En ese momento, en el lavabo, la puerta del cubículo de Polushin se abrió de repente y una mano fuerte agarró al cocinero por el hombro. La tapa de la cisterna todavía estaba abierta, pero la cápsula ya estaba en el agua.
—Comité para la seguridad del Estado. Queda usted detenido bajo sospecha de espionaje —musitó en su oído un hombre alto con traje.
Los ojos de Polushin expresaban una evidente confusión. Tuvo la tentación de gritar que aquello era un error, que lo habían tomado por otra persona, pero era consciente de que sonaría estúpido. Lo habían pillado in fraganti y ya no tenía sentido negar su implicación.
Salió escoltado del lavabo y lo llevaron al cuarto de servicio de la estación. Mientras, un agente cogió la cápsula, cambió su contenido por información falsa y volvió a colocarla. El minuto que Andrey había ganado fue suficiente: cuando Woodstock entró en el cubículo, no había pruebas de lo ocurrido, y sin asomo de duda se llevó la cápsula que le habían dejado.
Polushin no negó las acusaciones de las que fue objeto. Admitió que había sido captado y reveló el encargo que le habían asignado. Según dijo, le habían prometido asilo político a cambio de la información que iba a pasar, pero parecía bastante claro que no tenían la intención de mantener la promesa. Polushin era un pobre diablo. ¿Cómo un cocinero iba a ser interesante para la inteligencia extranjera? Debían de haberlo utilizado a falta de mejores fuentes de información. Pero difícilmente lo ayudarían a abandonar el país. Lo más probable era que no hubieran podido reclutar a un oficial, de modo que tuvieron que recurrir a un civil.
Mientras, el tren de los turistas extranjeros ya salía de la estación. Los días de intenso trabajo habían terminado; Andrey debía cumplir una serie de acciones rutinarias y después irse a un nuevo lugar, acompañando la unidad estratégica. El hecho de que aquel cargamento fuese reubicado no era un secreto para nadie, pero su nueva localización sí era una incógnita.

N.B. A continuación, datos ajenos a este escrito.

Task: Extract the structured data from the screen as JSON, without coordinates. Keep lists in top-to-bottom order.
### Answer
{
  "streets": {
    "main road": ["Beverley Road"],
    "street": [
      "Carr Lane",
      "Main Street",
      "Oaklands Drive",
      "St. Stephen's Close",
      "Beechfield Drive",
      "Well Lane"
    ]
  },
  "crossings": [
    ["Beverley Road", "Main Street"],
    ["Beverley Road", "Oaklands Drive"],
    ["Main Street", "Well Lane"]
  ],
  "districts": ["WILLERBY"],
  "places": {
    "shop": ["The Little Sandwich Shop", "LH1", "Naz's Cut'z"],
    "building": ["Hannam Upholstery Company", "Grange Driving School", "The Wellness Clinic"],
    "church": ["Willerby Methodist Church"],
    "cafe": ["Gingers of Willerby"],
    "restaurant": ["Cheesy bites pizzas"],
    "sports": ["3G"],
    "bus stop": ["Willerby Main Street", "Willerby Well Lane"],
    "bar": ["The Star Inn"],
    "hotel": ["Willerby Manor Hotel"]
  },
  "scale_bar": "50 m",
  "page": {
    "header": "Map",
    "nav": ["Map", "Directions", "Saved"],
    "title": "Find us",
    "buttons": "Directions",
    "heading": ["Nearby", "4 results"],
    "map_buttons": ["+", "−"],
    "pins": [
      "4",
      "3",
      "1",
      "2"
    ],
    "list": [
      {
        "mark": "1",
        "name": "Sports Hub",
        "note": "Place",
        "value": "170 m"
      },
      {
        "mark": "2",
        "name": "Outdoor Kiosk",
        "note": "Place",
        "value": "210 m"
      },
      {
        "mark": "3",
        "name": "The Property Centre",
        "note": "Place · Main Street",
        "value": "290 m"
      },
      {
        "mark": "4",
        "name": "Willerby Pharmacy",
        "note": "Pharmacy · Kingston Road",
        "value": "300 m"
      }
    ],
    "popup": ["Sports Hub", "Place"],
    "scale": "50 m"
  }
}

Andrey caminó despacio de vuelta al estudio, angustiado por sombríos pensamientos. Aquella terrible arma mortal seguía allí, tras el muro de cemento con tres líneas de alambre de espino, protegida por tiradores con ametralladoras; camuflada y lista para su transporte. No había sido utilizada, no se habían producido explosiones, pero ya había causado sufrimiento a mucha gente. Polushin y Woodstock no eran más que dos víctimas de la guerra fría. ¡Cuántas vidas y destinos habían quedado destruidos durante años de invisibles batallas por los secretos! Si un agente de inteligencia comete un error garrafal, ya no puede volver a su oficio. En cuanto a los que eran captados y revelaban los secretos de su país al enemigo, no importa por qué recompensas, perdían la libertad. Las redes de inteligencia, construidas durante años involucrando a miles de personas, se desmoronaban. Y prácticamente todos los agentes tenían una familia detrás. ¿Qué era aquello, más que una auténtica guerra mundial, por más que los ejércitos no tomaran ciudades y los aviones no lanzaran bombas sobre la población civil?
Andrey acababa de conocer estadísticas terribles que le hacían ver el mundo bajo una nueva luz. Durante sus últimos 5.500 años de existencia, las civilizaciones habían librado más de quince mil guerras, en las que habían muerto 3,5 millones de personas. Sólo noventa y dos años habían estado libres del derramamiento de sangre, pero incluso ese tiempo se debió de dedicar a preparar batallas o esperarlas. Las armas bacteriológicas y químicas no eran nuevas. Ahora se usarían bombas de neutrones en lugar de bombas atómicas. El arma atómica era eficaz, buena para intimidar, pero sólo dejaba tierra arrasada. En cuanto al arma de neutrones, podía ser utilizada para aniquilar sólo a personas y animales, dejando intactos plantas, equipos, carreteras, edificios. El sueño de cualquier agresor. Durante la guerra fría, la gente moría sin disparos. ¿Era la naturaleza humana? ¿Era la agresión una fuerza motriz? Y si era así, ¿dónde buscar una oportunidad para salvarse?